- Listed entries -
◆ ◆ ◆ ◆ ◆

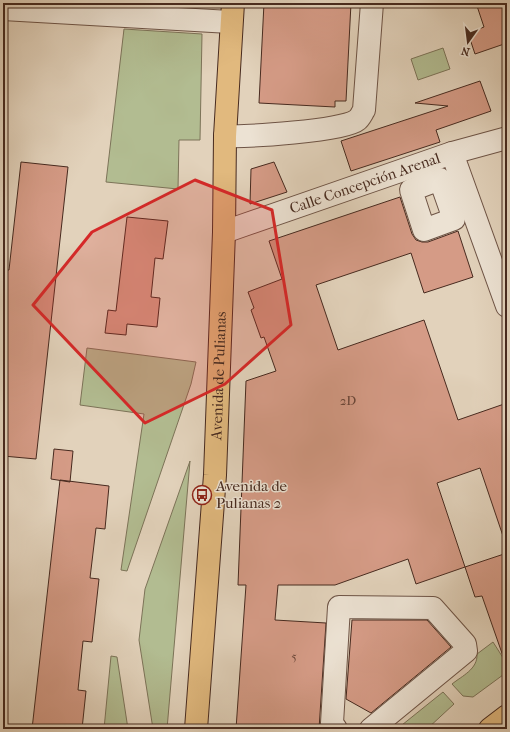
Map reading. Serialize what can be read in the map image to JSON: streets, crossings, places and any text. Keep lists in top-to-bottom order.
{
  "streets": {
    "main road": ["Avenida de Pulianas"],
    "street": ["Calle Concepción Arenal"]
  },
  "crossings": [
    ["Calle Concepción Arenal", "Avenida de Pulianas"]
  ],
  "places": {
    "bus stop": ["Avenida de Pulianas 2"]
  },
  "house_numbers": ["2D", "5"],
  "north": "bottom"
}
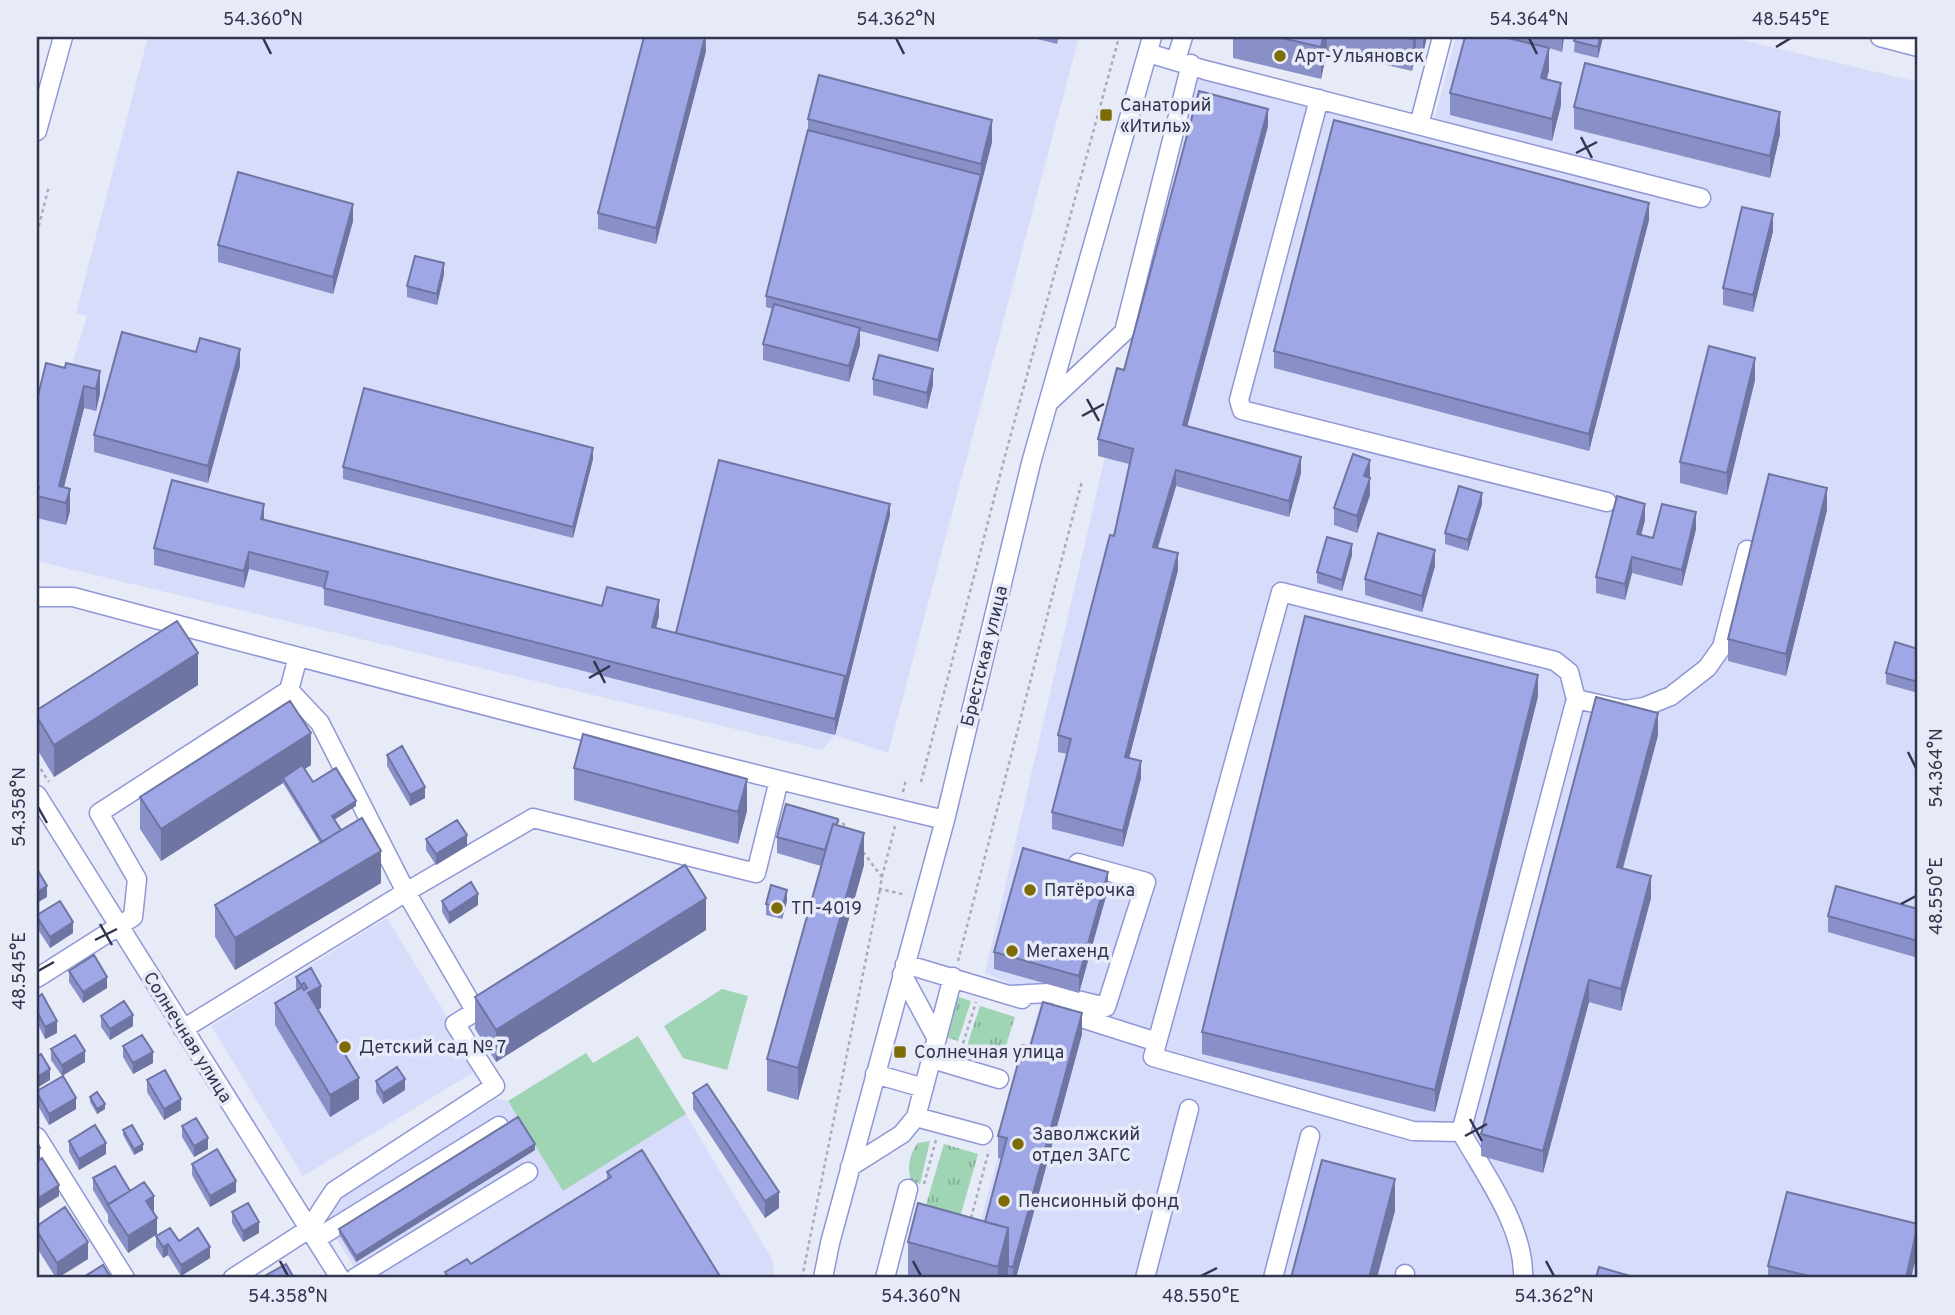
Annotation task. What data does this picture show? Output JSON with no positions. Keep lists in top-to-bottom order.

◆ ◆ ◆ ◆ ◆

- Task requirements -
The response should repeat each record precisely and contain no pictures.

- Reply -
Map reading. Serialize what can be read in the map image to JSON: streets, crossings, places and any text. Keep lists in top-to-bottom order.
{
  "streets": {
    "main road": ["Avenida de Pulianas"],
    "street": ["Calle Concepción Arenal"]
  },
  "crossings": [
    ["Calle Concepción Arenal", "Avenida de Pulianas"]
  ],
  "places": {
    "bus stop": ["Avenida de Pulianas 2"]
  },
  "house_numbers": ["2D", "5"],
  "north": "bottom"
}
Annotation task. What data does this picture show? Output JSON with no positions. Keep lists in top-to-bottom order.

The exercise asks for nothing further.